■ What to work on ■
Would you print the records below from the first line through the line containing "position:relative; flex:1; overflow:hidden", skipping the pictures?
------------------------
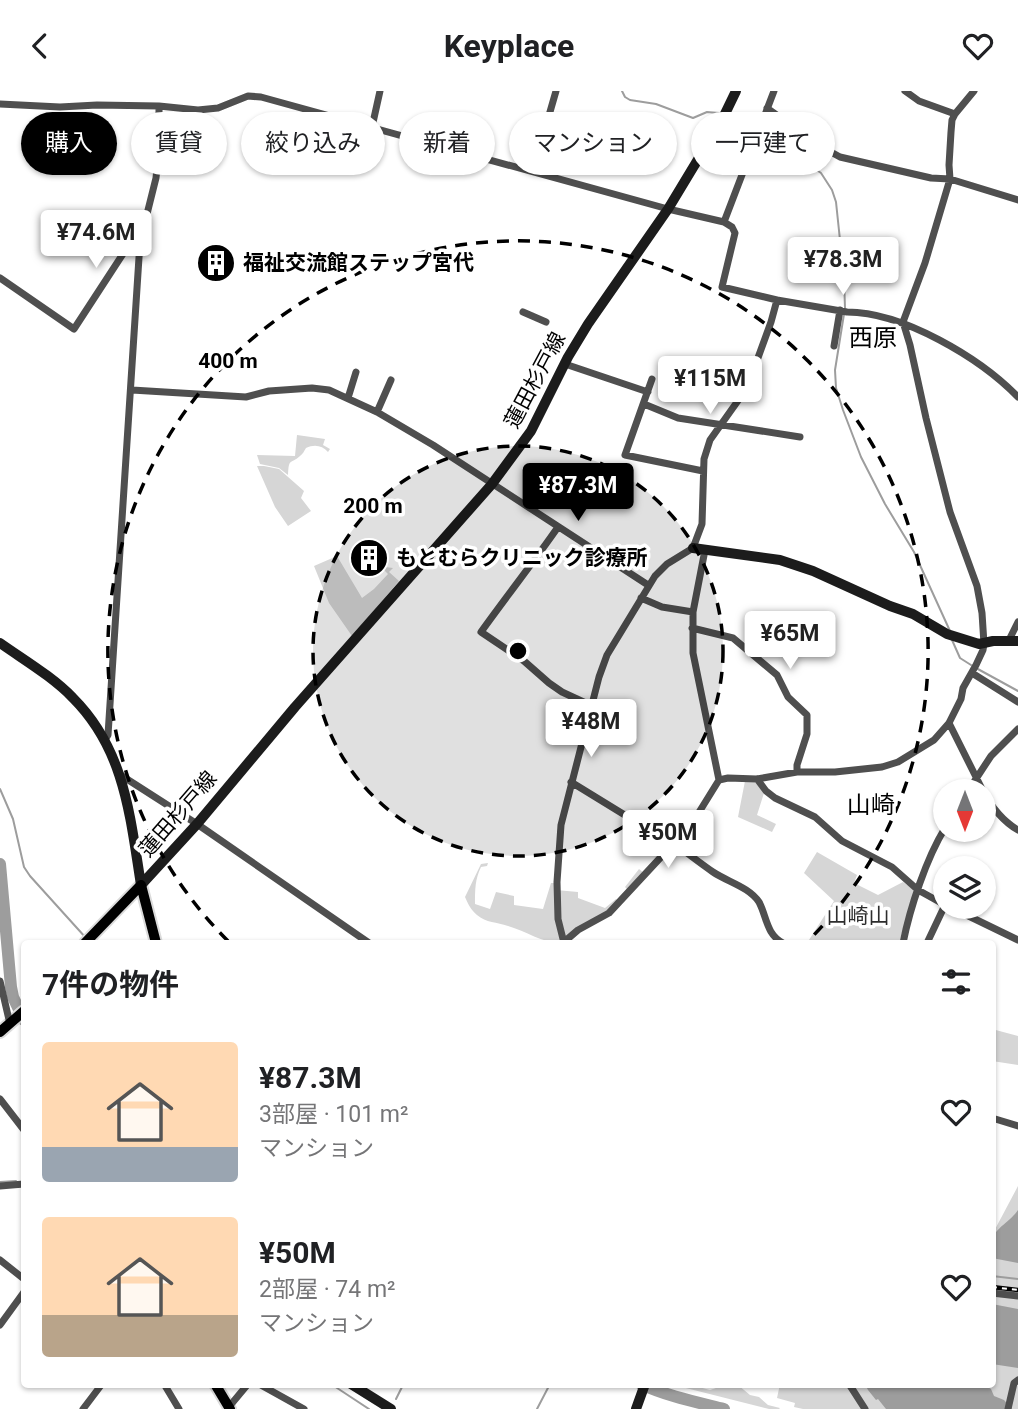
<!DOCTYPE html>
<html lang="ja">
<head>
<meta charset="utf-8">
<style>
  body { margin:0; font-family:Roboto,"Noto Sans JP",sans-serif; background:#f2f2f2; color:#202124; height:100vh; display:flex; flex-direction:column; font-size:26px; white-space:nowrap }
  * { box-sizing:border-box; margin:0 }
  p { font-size:23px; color:#757577 }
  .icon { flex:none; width:38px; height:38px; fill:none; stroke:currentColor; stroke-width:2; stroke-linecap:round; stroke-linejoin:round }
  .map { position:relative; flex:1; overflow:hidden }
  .panel { position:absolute; left:21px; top:849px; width:975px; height:448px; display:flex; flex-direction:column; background:#fff; border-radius:7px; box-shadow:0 2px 5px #0004 }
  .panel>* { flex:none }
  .banner { position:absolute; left:21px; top:21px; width:976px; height:63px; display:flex; gap:14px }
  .needle { width:46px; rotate:180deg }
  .tools { position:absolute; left:933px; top:688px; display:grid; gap:14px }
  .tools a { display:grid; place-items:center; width:63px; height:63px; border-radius:50%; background:#fff; box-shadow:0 2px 5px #0004; font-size:35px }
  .price { position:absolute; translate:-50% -60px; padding:0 16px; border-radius:7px; background:#fff; color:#222; font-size:23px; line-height:46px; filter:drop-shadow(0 2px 4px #0008) }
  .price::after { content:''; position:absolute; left:50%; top:42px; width:21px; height:16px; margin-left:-10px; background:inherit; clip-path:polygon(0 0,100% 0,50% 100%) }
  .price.active { background:#000; color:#fff }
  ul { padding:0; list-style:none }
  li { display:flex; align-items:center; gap:21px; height:175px; padding:0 21px }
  li span { display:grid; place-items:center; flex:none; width:196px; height:140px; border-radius:7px; color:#555 }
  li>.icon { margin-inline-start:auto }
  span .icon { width:84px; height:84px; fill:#fffc; stroke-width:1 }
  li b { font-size:30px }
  h2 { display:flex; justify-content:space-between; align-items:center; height:84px; padding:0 21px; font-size:30px }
  .chip { padding:0 24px; border-radius:32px; background:#fff; box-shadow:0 2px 5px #0004; font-size:24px; line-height:63px }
  .chip.active { background:#000; color:#fff }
  header { display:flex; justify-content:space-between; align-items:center; height:91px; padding:0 21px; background:#fff; font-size:32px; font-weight:700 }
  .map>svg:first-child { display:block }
  .green { fill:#d6d6d6 }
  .water { fill:#9d9d9d }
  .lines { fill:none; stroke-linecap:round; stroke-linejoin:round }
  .stream { stroke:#9d9d9d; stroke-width:2 }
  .river { stroke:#9d9d9d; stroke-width:12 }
  .primary-casing { stroke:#dbdbdb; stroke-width:14 }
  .street { stroke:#4f4f4f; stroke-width:7 }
  .secondary { stroke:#1c1c1c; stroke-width:10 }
  .primary { stroke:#000; stroke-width:10 }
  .rail-casing { stroke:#000; stroke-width:4.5 }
  .rail { stroke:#fff; stroke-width:2; stroke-dasharray:5; stroke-linecap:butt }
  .ring { fill:none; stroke:#000; stroke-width:3.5; stroke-dasharray:12 9 }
  .labels { text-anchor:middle; stroke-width:7; stroke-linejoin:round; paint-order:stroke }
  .poi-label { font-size:21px; font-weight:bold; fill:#000; stroke:#fff; text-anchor:start }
  .street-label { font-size:21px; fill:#000; stroke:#fff }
  .park-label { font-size:21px; fill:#2d2d2d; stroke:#fff }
  .quarter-label { font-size:24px; fill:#000; stroke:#fff }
  .centre { fill:#000; stroke:#fff; stroke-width:3.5 }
  .ring-label { font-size:21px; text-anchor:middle; font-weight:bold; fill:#000; stroke:#fff; stroke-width:7; stroke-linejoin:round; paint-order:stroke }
</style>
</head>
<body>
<header><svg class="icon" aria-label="back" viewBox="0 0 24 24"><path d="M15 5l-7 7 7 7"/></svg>Keyplace<svg class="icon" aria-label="heart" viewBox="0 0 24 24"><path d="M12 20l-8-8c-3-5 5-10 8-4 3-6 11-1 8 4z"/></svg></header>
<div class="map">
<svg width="1018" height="1318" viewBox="0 0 1018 1318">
  <rect width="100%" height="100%" fill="#fff"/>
  <path class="green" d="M297,344L325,348L323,354L330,358L328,361C322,354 314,353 306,357C304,360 303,363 300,365C290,374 289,366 288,384L279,377L260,373L257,364L295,365Z
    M264,375L279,378L304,400L301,407L311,420L288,435L275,416L257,375Z
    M337,465L362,507L374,498L388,483L383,478L385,476L393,477L389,481L399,490L352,545L329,512L314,475Z
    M745,690L755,691L764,702L757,724L776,733L772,741L738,726Z
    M817,761L857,784L854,792L878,804L903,791L913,798L914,800L899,852H807L834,810L804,782Z
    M488,772L487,775L481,776C475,788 475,799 475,813L490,818L496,801L514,805V814L543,818L551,792H555L556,799L578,801V807L605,817L616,808L617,809L627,798L625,796L639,778L644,782L607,821L561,852C542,852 526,840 508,835C497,831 486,832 477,824C471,819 468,813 465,806L481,773Z
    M992,938L1018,945V974L992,970Z
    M1018,1095V1318H803L794,1316L795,1312L777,1307L780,1293H992V1144Z
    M670,1293H687L710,1299L728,1293L738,1294L750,1304L759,1306L768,1314L780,1317L779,1318H769Z"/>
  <path class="water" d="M1018,1119V1172L992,1167C992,1162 991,1154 992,1149C995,1137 1011,1130 1018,1119Z
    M992,1213L1018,1218V1277L992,1273Z
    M865,1293H983L991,1298L994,1305L1004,1309L1012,1318H886L878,1308L876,1309L868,1299Z"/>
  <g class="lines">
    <path class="stream" d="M622,0L625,6L630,9L656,13L693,27L707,21L719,22
      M728,24L758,37
      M762,41L821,82L832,99L836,111L844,187L845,217
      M844,223L835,279L836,297L843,319L861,366L885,413L914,461L950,540
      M952,549L960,567L971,574
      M976,577L1018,600
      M0,698L13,728L24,776L30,785L86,847
      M0,1091L16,1090
      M992,1185L1018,1188
      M331,1293L369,1318
      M396,1308L402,1296
      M537,1318L550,1293"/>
    <path class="river" d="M0,773L11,896L13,906L24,929
      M641,1293C667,1305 696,1311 724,1318"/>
    <defs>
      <path id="primary" d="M141,794L156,852
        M85,852L141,794
        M0,941L24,920
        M215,1293L230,1318"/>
    </defs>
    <use href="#primary" class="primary-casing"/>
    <path class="street" d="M0,13L60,16L97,14L159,15L198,19L218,17L248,5L261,6L668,118L724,131L732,136L735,142L722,196L777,209L847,221C903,221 980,267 1018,306
      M767,17L820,55L840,66L931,87L950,88L1018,109
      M955,23L974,0
      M723,27L758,42
      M372,36L380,0
      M533,80L556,0
      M724,131L774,0
      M0,187L74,238L132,149L142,138
      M523,221L546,231
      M834,255L840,219
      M565,273L648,301
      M652,288L625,364L703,380
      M132,299L246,306L269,300L312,297L329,299L377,321L433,354L648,494
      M348,307L356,281
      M644,313L678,327L800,346
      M377,321L391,289
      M558,436C533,472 506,506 481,541L524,570L549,592L562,601L590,614
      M705,459L693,521V562L719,689
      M641,507L662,516L693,521
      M692,537L733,547L777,584L788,606L807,624V643L797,674V681
      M1009,549L1018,531
      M972,582L1018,611
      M949,632L983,700
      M105,649L108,644L140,151L156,87L159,57V15
      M119,683L197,733L369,852
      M757,688L766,700L775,707L815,726L842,750L892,776L918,799L945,814
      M571,691L672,753
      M968,700L991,665L1018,638
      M984,701C991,716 1004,731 1018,739
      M674,752C687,762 700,772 713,781C728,791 749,796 759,811C767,826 766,843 783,852
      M950,816L1018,849
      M564,851L578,839L609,822L674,752L688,739L719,689L728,687L757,688L797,681H835L882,676L898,671L934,649L949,632L961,608L963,597L976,574L983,559L984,553L982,522L977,495L950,421L926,327L910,254L903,231L925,172L950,88L949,74L951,41L952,29L955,23L919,10L905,0
      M564,852L558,828L557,791L561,734L599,586L607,564L655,485L667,473L693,457L702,433L704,368L710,349L747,297L771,231L777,209
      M903,852C910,817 926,768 945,737
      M927,852L945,814
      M0,890L10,933
      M0,1008L24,1039
      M992,1027L1018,1035
      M0,1095L24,1093
      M0,1169L24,1188
      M992,1202L1018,1205
      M0,1234L24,1201
      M164,1293L179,1318
      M259,1293L304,1318
      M849,1293L865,1318
      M228,1317L248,1293
      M83,1318L102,1293
      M1008,1318L1014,1292L1018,1289"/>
    <path class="secondary" d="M693,457L780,469L813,480L890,515L913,523L947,543L979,553L993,550H1018
      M0,552C24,569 53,586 73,607C125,659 130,725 141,794
      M141,794L197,733L295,616L492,393L531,340L568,266L588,233L668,118L723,27L736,0
      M351,1293L391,1318
      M636,1318L645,1293"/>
    <use href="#primary" class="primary"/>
    <defs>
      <path id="rail" d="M992,1196L1018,1199"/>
    </defs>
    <use href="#rail" class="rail-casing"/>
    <use href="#rail" class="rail"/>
  </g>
  <circle cx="518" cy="560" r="205" fill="#000" fill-opacity=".12"/>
  <g class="ring">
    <circle cx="518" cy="560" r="205"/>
    <path d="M228 850A410 410 0 1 1 808 850"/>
  </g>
  <defs>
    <symbol id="building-disc" viewBox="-11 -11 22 22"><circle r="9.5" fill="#000" stroke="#fff"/><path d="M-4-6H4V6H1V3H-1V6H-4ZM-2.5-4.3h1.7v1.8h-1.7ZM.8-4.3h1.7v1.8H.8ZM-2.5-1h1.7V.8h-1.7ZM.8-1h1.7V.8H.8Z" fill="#fff"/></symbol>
  </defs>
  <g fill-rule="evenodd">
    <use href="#building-disc" x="194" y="150" width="44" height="44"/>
    <use href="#building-disc" x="347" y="445" width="44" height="44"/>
  </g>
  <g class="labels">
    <g class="poi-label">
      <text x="243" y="179">福祉交流館ステップ宮代</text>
      <text x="396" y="474">もとむらクリニック診療所</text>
    </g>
    <g class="street-label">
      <text transform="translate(535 289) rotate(-62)" y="7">蓮田杉戸線</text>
      <text transform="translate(178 723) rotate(-49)" y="7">蓮田杉戸線</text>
    </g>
    <g class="park-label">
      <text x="858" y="832">山崎山</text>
    </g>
    <g class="quarter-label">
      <text x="873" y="255">西原</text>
      <text x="871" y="722">山崎</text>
    </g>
  </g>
  <circle cx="518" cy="560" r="10" class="centre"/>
  <g class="ring-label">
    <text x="228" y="277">400 m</text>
    <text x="373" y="422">200 m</text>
  </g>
</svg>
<div class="tools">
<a><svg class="needle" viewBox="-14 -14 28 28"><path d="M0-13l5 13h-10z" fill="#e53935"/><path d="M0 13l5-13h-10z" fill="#757577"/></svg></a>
<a><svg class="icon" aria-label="layers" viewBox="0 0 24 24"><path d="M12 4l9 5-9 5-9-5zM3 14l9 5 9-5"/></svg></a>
</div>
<b class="price" style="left:96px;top:179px">¥74.6M</b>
<b class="price" style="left:843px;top:206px">¥78.3M</b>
<b class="price" style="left:710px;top:325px">¥115M</b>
<b class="price active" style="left:578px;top:432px">¥87.3M</b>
<b class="price" style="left:790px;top:580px">¥65M</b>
<b class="price" style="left:591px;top:668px">¥48M</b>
<b class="price" style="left:668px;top:779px">¥50M</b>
<div class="banner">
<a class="chip active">購入</a>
<a class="chip">賃貸</a>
<a class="chip">絞り込み</a>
<a class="chip">新着</a>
<a class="chip">マンション</a>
<a class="chip">一戸建て</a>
</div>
<section class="panel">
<h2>7件の物件<svg class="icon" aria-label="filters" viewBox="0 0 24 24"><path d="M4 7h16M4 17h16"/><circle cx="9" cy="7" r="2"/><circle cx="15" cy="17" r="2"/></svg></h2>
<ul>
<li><span style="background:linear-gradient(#ffd9b3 75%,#9aa5b1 0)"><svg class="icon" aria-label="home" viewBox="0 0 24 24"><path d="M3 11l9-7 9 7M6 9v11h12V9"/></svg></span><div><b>¥87.3M</b><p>3部屋 · 101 m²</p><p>マンション</p></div><svg class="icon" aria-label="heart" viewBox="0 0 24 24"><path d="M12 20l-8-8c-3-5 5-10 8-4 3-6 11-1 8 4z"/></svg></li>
<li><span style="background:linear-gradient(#ffd9b3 70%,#b9a48a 0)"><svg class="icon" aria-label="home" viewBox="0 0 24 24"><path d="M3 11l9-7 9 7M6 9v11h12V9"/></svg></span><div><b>¥50M</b><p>2部屋 · 74 m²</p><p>マンション</p></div><svg class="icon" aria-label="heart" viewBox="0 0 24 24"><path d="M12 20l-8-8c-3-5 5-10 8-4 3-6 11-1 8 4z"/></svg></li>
</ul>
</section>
</div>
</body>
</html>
------------------------
■ Response to this task ■
<!DOCTYPE html>
<html lang="ja">
<head>
<meta charset="utf-8">
<style>
  body { margin:0; font-family:Roboto,"Noto Sans JP",sans-serif; background:#f2f2f2; color:#202124; height:100vh; display:flex; flex-direction:column; font-size:26px; white-space:nowrap }
  * { box-sizing:border-box; margin:0 }
  p { font-size:23px; color:#757577 }
  .icon { flex:none; width:38px; height:38px; fill:none; stroke:currentColor; stroke-width:2; stroke-linecap:round; stroke-linejoin:round }
  .map { position:relative; flex:1; overflow:hidden }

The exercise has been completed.